How to Get Your Toddler Out of Your Bed
You’ve enjoyed your time as a co-sleeping family, and now it’s time to reclaim your bed as your own. But your toddler is putting up resistance, and no one’s getting a good night’s sleep anymore. After all the time you’ve spent co-sleeping, how do you help your child learn to sleep on his or her own?
First, start out by understanding that while children are generally resistant to change, they are also extremely adaptable. So you should definitely expect some resistance, but don’t give up hope that the change is ever going to happen. With gentle guidance – along with consistency – you can help your children learn almost anything.
When it’s time to stop co-sleeping, you can set the stage for your child by letting them pick out a cool new big-kid bed and bedding.
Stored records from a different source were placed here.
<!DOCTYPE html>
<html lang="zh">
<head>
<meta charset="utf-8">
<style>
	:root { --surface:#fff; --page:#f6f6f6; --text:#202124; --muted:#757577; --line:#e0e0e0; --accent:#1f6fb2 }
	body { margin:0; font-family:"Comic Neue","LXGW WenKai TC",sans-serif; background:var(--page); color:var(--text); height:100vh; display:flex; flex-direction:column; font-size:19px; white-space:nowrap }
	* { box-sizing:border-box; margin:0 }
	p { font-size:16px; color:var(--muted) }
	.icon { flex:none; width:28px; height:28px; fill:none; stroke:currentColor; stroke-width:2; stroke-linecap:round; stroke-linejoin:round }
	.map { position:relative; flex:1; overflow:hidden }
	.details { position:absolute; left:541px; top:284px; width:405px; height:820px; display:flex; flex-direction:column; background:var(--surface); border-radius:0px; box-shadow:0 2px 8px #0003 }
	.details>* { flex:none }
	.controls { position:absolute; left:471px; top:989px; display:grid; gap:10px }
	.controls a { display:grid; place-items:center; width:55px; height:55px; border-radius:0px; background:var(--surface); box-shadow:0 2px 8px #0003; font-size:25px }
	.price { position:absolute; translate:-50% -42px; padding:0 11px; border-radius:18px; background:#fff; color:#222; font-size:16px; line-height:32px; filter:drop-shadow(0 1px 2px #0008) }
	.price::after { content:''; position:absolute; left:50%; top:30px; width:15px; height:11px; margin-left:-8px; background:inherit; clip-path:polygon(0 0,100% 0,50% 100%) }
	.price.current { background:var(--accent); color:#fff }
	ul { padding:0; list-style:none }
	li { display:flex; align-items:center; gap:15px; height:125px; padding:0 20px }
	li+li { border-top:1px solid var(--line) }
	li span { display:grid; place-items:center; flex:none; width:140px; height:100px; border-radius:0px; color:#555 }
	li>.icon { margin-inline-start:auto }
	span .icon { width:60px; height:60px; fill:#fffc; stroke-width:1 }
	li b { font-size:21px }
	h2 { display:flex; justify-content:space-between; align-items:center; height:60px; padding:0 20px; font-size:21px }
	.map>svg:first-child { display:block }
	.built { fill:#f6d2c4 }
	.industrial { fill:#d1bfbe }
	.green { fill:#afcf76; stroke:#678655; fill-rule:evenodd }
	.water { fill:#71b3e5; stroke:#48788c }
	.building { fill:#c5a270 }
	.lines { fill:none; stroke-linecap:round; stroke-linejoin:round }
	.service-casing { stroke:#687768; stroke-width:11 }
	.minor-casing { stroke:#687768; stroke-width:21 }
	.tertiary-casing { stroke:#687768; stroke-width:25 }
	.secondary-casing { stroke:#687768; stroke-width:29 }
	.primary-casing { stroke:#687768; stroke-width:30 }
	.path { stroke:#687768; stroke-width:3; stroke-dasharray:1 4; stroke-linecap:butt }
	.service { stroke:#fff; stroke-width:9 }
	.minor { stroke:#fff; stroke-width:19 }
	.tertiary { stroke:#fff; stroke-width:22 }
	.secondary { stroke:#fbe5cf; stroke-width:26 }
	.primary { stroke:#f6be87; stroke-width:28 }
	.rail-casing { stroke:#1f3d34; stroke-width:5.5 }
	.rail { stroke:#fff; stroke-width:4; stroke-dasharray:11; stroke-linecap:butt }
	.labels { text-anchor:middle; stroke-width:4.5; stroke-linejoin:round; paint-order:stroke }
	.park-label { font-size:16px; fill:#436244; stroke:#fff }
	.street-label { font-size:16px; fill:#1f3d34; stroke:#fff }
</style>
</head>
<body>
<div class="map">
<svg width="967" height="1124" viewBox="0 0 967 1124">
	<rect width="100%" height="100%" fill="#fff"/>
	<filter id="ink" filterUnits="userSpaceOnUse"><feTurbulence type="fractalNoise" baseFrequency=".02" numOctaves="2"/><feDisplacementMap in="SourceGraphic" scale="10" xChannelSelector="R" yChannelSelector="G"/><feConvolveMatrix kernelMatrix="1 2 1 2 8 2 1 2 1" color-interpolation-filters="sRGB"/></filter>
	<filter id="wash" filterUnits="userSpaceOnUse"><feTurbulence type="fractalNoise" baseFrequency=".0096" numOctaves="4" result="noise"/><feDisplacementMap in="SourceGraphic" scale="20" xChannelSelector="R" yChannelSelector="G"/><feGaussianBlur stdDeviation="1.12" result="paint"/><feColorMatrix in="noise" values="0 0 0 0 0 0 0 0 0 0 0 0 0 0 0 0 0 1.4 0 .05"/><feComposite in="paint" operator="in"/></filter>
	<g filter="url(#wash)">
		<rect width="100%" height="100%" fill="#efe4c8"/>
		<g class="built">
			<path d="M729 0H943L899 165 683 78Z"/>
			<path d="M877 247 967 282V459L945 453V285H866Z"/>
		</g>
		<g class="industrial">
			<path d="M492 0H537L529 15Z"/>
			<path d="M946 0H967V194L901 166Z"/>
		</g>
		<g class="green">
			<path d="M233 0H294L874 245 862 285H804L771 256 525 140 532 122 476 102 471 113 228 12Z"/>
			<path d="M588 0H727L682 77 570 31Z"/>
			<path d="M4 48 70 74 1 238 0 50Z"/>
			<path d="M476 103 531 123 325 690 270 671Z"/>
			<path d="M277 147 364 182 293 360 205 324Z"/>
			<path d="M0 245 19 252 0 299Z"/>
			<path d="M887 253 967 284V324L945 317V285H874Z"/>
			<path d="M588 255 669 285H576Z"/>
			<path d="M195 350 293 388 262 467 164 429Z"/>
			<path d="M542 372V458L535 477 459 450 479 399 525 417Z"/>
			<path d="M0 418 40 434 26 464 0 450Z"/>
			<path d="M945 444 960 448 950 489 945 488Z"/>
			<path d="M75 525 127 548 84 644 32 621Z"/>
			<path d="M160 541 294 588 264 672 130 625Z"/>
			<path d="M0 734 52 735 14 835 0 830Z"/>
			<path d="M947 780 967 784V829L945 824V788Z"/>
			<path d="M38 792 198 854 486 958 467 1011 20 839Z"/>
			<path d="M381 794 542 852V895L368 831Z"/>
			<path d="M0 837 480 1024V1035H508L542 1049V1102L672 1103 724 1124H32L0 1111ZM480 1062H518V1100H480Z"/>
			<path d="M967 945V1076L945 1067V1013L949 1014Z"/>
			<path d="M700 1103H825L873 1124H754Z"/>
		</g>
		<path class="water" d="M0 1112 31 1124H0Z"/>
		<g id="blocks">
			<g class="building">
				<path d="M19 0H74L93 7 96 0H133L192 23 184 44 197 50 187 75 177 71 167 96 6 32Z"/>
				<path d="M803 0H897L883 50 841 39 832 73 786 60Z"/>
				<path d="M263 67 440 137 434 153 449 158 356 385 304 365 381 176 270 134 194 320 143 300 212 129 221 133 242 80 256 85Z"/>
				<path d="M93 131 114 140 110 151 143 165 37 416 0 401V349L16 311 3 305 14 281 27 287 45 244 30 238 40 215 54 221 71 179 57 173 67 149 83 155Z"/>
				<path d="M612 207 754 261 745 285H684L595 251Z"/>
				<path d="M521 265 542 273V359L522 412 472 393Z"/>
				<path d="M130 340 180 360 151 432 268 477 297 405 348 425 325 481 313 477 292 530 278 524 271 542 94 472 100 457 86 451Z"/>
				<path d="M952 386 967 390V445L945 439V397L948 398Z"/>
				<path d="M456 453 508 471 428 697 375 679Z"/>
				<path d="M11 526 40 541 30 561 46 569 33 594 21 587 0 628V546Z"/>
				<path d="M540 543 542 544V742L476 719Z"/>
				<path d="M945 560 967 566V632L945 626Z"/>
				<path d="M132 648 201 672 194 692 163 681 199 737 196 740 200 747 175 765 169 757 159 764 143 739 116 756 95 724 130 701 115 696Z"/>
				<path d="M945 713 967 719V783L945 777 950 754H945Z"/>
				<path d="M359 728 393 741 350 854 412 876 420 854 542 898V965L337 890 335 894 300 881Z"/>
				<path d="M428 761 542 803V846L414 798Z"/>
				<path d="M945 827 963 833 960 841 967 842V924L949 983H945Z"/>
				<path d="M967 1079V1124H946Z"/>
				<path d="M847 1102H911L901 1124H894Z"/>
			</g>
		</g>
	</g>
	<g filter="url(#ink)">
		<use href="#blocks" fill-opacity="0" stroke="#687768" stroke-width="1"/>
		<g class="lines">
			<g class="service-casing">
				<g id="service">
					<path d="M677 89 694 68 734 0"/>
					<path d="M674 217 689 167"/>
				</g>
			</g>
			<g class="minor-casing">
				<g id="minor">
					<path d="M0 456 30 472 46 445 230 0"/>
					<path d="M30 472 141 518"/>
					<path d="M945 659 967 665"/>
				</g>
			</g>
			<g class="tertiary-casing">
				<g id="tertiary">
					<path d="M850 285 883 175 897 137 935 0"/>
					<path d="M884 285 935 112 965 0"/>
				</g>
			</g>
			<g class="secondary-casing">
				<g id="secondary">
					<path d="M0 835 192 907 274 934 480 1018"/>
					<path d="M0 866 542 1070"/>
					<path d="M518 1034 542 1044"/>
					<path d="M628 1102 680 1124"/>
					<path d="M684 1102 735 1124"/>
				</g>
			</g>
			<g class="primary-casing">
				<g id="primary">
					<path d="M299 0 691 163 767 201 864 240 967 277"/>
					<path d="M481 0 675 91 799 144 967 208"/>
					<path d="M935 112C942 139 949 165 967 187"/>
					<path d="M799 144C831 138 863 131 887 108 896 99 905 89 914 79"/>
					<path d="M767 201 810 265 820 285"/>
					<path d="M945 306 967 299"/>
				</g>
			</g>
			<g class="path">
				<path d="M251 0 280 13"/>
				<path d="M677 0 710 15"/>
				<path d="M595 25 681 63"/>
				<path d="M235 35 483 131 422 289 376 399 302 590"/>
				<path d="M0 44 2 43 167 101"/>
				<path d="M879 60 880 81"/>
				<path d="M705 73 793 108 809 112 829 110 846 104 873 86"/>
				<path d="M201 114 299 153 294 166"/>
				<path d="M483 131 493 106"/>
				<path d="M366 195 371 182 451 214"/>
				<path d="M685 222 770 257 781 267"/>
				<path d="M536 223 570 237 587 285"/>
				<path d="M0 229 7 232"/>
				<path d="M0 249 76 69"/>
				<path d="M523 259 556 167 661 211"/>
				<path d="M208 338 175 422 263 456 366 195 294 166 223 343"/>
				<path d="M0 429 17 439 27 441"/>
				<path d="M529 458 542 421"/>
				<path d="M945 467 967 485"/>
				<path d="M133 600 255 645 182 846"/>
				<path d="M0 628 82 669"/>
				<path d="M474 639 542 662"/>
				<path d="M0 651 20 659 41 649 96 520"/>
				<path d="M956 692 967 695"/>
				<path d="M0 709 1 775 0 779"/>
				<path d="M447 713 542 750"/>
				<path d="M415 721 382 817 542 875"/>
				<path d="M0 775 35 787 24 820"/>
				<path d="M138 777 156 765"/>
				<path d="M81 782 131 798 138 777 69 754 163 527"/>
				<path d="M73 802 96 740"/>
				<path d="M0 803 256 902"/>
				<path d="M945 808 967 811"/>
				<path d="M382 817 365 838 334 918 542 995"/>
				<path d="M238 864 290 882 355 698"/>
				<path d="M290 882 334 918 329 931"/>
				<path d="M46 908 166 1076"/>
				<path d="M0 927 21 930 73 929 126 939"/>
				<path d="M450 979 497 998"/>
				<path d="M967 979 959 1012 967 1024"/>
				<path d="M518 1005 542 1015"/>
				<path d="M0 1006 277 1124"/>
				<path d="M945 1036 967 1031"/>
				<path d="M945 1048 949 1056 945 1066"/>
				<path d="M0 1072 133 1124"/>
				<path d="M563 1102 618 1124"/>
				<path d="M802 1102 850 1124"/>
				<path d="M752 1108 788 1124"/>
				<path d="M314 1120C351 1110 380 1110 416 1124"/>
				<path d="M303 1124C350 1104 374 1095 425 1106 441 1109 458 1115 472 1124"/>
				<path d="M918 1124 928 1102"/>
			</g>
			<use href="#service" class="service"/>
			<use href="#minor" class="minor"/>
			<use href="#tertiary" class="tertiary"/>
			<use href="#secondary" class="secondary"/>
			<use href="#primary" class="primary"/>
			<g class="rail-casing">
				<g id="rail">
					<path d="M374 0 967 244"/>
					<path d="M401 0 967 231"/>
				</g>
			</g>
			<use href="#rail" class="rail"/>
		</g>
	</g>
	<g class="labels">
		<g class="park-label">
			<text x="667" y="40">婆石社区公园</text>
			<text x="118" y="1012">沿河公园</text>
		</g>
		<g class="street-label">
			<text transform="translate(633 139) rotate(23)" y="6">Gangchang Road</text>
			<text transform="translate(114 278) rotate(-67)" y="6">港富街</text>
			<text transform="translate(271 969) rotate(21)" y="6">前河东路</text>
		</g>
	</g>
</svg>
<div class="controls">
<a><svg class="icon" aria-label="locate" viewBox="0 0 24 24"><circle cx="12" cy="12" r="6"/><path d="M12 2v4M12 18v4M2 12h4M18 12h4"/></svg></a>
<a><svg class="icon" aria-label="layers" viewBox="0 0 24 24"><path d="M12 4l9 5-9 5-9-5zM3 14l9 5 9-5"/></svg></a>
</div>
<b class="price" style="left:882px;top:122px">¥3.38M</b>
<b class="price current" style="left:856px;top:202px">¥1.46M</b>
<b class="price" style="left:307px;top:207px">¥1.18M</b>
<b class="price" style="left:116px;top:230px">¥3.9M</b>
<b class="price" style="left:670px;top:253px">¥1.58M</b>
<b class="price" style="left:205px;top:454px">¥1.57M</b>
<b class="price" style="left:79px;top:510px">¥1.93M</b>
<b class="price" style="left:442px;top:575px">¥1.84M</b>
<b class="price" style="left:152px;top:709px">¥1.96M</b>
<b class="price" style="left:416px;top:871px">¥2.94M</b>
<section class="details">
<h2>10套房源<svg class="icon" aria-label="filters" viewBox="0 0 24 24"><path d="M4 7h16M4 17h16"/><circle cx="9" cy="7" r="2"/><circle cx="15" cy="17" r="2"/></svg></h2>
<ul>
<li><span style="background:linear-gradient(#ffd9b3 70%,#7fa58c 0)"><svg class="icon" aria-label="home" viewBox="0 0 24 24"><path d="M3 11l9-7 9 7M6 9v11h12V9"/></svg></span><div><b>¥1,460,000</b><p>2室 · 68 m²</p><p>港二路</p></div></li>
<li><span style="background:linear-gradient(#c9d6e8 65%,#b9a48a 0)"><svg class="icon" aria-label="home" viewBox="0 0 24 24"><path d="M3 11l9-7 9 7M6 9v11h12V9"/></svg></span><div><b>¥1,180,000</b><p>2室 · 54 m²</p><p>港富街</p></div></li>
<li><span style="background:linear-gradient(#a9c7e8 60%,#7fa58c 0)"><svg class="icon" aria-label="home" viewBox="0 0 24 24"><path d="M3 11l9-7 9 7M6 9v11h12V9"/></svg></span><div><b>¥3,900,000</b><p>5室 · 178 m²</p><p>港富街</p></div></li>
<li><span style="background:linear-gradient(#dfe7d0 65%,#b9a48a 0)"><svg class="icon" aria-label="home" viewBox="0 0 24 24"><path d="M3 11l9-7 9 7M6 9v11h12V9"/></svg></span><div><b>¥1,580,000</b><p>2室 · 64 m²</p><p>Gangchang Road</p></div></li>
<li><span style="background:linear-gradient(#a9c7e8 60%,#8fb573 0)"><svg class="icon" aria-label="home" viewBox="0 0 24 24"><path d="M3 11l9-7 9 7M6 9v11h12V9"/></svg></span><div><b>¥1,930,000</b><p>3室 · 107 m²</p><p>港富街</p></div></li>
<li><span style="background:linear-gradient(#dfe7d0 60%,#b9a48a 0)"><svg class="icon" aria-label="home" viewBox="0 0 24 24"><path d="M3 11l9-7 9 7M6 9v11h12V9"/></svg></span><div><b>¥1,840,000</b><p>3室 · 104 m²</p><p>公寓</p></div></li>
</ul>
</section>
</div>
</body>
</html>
Make a big deal about what a nice, cozy bed it is. Sit in it with them and read a book or tell stories so that they have pleasant feelings about being in bed. Then let them give the bed a “test run” by having them take their daytime naps there.
Incidentally, a “toddler bed” – a tiny kid-sized bed with built-in rails – isn’t the best choice when you’re trying to end co-sleeping. Your little one is probably better off with a full-length twin bed that will allow you to lie down next to your child if he or she needs extra reassurance at night. You can choose a low platform-style bed that will allow even small toddlers to climb in and out easily. Just make sure you use a safety guard on the side of the bed.
Next, help them select a soft, cozy security object. It could be a blanket, a stuffed animal, or even an old t-shirt from mom or dad, as long as it has some comfort value to your child. Then get them in the habit of snuggling and sleeping with it at night.
It may also help to wean them from nighttime nursing so that when they wake up in the middle of the night, they are not looking for mom to nurse. Get them used to having a reassuring pat or gentle “shushing” to go back to sleep.
When it’s time to make the change, follow the exact same bedtime routine that you have always had, except follow the routine in their bed in their room. If they wake up in the middle of the night, try to go to where they are to reassure them before they come to you.
If they come to your bed in the middle of the night, you have two choices. The first approach is to calmly and quietly walk them back to their bed and make it as boring and predictable a routine as possible. The idea is that if they wake up they know that they will always get the same thing: a quiet walk back to their own bed. The second approach is to give them their own mattress on the floor of your room and let them crawl onto that bed in the middle of the night. Ideally, they will get used to sleeping through the night so that they come into your room less and less all the time. If and when they make it through the night without coming into your room, lavish them with praise.
Whichever technique you use, ending co-sleeping is not going to end overnight. Think of it as a process that may take a few weeks or months. But once you help your kids realize that they can do it, they will rise to the occasion – and most likely they will surprise you with what good sleepers they can be on their own.